Given the increased emphasis on evidence-based medicine, our expert panelists review the impact of literature findings upon their prescription of custom foot orthoses for different pathologies.
Q: Is there evidence in the literature to support the use of functional orthotic devices?
A: The only supporting evidence relative to orthotic treatment of posterior tibial tendon dysfunction (PTTD) are studies of ankle foot orthoses (AFOs), according to Doug Richie Jr., DPM. Regarding PTTD, he says the evidence is “quite impressive” as it reveals that over 50 percent of patients can obtain satisfactory relief of pain and can avoid surgery. These studies cited by Dr. Richie primarily utilize solid AFOs with leather gauntlet restraint closures.
Regarding functional foot orthoses, Dr. Richie says reports in the literature are anecdotal when it comes to rates of success and outcomes of treatment. He notes that overall, the success and specific prescription criteria for orthotic therapy for PTTD “remain open for debate.” Orthopedic literature usually recommends using a University of California Biomechanics Laboratory (UCBL)-type device as the typical orthotic intervention before surgery, says Dr. Richie. He adds that he is not aware of any studies of patients with PTTD using a podiatric functional foot orthosis.
Many labs offer a “PTTD” device that incorporates a deep heel cup, medial and lateral flanges, and a medial heel skive of 4 mm to 6 mm, according to Dr. Richie. Additionally, he notes some labs recommend a “sweet spot” to accommodate a subluxing talonavicular joint.
“These all appear to be valid foot orthosis prescription criteria to control the severe collapsing pes valgus foot,” notes Dr. Richie.
Since PTTD is primarily a transverse plane deformity, Dr. Richie notes a foot orthosis “has little ability to control the foot in this direction.” As he has discovered, transverse plane-internal rotation of the tibia in this pathology drives the talus into severe adduction and an AFO has better leverage to control tibial rotation than a foot orthosis.

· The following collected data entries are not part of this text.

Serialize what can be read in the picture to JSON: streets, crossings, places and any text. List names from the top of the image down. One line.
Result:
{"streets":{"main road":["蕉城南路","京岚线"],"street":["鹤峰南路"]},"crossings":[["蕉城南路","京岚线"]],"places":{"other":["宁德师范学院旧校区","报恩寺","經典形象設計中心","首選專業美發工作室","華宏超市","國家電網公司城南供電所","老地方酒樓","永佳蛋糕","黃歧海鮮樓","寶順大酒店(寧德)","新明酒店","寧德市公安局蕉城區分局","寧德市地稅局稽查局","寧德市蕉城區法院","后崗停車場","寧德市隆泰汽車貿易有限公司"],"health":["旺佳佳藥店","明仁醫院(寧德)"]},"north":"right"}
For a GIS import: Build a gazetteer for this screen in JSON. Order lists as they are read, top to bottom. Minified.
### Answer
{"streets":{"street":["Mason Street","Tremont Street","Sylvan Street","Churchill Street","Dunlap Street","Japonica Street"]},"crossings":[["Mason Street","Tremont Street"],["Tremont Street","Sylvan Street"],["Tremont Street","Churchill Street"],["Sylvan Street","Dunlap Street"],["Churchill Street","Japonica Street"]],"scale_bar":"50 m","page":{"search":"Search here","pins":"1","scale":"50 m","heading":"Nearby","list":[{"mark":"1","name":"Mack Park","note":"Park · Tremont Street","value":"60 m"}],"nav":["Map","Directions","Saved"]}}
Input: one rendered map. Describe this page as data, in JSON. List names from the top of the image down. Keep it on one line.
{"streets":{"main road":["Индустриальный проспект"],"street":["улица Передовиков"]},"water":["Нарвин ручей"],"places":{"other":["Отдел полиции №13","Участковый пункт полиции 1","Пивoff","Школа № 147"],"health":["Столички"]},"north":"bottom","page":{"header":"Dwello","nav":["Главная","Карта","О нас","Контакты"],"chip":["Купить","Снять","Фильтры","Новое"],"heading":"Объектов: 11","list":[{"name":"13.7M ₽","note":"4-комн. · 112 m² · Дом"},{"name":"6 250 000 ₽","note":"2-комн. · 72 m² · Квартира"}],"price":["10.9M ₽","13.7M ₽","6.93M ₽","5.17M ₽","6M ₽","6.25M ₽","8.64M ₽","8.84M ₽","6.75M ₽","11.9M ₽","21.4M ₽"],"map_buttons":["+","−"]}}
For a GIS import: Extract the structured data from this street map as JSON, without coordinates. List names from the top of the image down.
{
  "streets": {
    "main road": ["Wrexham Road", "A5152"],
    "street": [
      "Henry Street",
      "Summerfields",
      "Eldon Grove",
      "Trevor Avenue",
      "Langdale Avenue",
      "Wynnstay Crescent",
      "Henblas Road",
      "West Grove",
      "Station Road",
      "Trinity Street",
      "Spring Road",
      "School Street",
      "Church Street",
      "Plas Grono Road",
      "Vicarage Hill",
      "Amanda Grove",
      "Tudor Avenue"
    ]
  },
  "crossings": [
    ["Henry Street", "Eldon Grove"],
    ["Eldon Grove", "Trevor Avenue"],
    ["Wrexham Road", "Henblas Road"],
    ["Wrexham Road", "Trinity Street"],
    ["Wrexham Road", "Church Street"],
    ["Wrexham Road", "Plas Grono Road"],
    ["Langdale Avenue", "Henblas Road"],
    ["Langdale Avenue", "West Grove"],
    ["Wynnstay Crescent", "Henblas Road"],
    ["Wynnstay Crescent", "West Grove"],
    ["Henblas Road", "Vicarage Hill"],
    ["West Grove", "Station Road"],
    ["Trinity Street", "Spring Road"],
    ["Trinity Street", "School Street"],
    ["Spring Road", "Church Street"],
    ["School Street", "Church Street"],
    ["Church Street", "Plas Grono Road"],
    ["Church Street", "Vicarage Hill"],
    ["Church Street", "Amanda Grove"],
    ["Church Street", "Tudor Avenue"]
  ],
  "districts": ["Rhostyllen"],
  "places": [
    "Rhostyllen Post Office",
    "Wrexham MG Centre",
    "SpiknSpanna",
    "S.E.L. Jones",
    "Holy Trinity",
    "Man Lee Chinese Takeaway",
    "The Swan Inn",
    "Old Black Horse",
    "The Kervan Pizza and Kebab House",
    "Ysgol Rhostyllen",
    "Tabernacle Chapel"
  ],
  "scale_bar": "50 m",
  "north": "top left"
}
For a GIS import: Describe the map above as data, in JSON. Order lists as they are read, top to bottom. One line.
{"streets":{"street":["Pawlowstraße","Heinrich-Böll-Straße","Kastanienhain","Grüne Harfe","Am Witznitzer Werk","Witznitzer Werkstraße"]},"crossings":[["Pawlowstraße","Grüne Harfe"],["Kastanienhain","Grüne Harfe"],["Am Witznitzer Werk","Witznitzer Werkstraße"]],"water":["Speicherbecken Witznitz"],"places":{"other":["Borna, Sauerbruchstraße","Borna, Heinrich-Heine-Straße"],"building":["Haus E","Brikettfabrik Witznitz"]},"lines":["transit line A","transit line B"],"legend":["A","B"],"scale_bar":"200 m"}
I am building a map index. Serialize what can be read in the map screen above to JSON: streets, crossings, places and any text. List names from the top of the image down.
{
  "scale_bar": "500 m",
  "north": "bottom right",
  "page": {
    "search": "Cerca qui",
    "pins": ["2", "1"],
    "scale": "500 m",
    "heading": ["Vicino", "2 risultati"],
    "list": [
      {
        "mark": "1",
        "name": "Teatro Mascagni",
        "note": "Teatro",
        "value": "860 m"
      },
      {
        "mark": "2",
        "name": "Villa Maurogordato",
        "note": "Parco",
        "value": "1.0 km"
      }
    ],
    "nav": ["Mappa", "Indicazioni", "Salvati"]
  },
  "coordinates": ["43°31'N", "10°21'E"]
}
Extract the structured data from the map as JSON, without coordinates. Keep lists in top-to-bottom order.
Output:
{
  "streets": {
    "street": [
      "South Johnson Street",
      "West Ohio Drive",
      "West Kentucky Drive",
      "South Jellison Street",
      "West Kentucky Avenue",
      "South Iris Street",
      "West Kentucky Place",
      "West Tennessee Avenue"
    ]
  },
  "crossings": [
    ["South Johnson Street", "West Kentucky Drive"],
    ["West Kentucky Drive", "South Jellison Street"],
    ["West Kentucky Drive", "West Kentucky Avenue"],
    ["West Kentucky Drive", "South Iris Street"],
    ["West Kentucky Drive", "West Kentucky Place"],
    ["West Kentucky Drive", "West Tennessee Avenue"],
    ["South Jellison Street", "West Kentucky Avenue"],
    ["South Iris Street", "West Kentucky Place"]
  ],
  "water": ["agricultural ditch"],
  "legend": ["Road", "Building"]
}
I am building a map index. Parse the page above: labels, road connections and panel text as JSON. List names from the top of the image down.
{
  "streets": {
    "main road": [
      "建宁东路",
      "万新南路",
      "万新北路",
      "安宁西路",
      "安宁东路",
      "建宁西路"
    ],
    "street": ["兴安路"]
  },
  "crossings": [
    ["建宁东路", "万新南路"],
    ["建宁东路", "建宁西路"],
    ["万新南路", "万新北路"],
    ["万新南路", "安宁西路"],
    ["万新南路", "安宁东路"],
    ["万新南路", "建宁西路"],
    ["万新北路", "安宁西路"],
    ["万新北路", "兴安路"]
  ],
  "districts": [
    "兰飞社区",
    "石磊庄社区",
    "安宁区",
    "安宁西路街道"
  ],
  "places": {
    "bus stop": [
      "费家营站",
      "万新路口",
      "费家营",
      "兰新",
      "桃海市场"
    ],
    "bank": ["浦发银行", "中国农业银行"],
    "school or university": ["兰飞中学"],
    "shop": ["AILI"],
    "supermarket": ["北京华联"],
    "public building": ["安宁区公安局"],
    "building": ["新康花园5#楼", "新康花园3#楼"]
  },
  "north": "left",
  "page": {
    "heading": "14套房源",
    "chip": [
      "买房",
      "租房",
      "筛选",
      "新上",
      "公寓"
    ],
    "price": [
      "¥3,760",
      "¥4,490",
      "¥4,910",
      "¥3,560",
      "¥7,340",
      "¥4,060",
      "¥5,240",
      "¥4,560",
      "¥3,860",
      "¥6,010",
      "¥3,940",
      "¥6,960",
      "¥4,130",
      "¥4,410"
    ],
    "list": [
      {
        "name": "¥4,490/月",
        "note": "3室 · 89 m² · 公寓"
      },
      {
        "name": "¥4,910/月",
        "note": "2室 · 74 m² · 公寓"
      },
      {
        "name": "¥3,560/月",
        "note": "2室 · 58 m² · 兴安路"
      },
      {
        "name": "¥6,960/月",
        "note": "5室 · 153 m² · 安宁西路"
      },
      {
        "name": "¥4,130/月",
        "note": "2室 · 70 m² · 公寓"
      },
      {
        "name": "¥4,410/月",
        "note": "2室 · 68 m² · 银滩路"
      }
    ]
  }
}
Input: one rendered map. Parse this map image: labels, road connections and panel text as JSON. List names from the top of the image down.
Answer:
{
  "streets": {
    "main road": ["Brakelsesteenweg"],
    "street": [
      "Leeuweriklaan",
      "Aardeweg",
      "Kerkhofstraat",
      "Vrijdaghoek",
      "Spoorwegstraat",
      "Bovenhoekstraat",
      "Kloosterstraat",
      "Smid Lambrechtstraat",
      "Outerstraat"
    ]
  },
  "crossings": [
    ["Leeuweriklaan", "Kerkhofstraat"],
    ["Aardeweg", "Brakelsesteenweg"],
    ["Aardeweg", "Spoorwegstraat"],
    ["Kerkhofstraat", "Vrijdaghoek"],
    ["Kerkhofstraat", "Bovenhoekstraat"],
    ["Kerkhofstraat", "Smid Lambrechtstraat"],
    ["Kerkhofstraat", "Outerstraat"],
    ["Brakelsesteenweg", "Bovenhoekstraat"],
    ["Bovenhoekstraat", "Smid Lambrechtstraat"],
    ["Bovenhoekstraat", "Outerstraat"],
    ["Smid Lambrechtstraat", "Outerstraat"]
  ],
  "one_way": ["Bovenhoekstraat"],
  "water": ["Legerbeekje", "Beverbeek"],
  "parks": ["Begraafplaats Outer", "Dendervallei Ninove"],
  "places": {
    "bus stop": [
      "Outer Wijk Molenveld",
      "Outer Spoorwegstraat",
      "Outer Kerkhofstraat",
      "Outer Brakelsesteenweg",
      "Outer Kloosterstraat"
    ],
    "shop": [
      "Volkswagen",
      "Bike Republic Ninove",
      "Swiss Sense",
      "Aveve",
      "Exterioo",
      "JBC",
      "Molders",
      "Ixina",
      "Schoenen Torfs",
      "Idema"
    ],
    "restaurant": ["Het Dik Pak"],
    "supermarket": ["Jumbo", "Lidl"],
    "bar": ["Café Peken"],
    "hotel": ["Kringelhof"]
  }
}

“Evidence-based medicine will be the basis for how we treat our patients in the future,” says Larry Huppin, DPM. Given that, he notes significant evidence in the medical literature on using orthotic interventions to treat various pathologies. Dr. Huppin adds that most podiatrists will find they are not currently using the best available evidence in writing orthotic prescriptions. However, he notes there are evidence-based prescription recommendations for conditions including plantar fasciitis, hallux limitus, adult-acquired flatfoot, tibial fasciitis, patellofemoral dysfunction, metatarsalgia, tarsal tunnel syndrome, lateral ankle instability, peroneal tendonitis, posterior tibial tendonitis and sesamoiditis.
Dr. Huppin says in the Department of Applied Biomechanics at the California School of Podiatric Medicine, all the instruction in orthosis prescription writing is based on what the literature indicates is the most effective orthotic prescription for the given pathology.
“Using this pathology-specific orthosis approach to orthotic prescription writing would help most podiatrists improve their clinical outcomes and I would encourage all podiatrists who use orthoses in their practice to ensure they are aware of evidence-based orthotic prescription writing,” says Dr. Huppin. He recommends attendance at the International Conference on Foot Orthotic Therapy and Biomechanics, which is held every December.
Clinical and non-clinical biomechanics studies, conducted in a variety of disciplines, continue to produce results supporting the use of orthotics for many different foot and ankle problems, according to Cherri Choate, DPM. In evaluating these studies, she says one can appreciate the significantly different approaches to orthotic usage and definition.
“I have recently recognized the importance of each of these disciplines and their resultant conclusions as each piece helps us build a more clear evidence-based foundation for orthotic therapy,” says Dr. Choate.
Q: What recent literature has influenced how you write orthotic prescriptions?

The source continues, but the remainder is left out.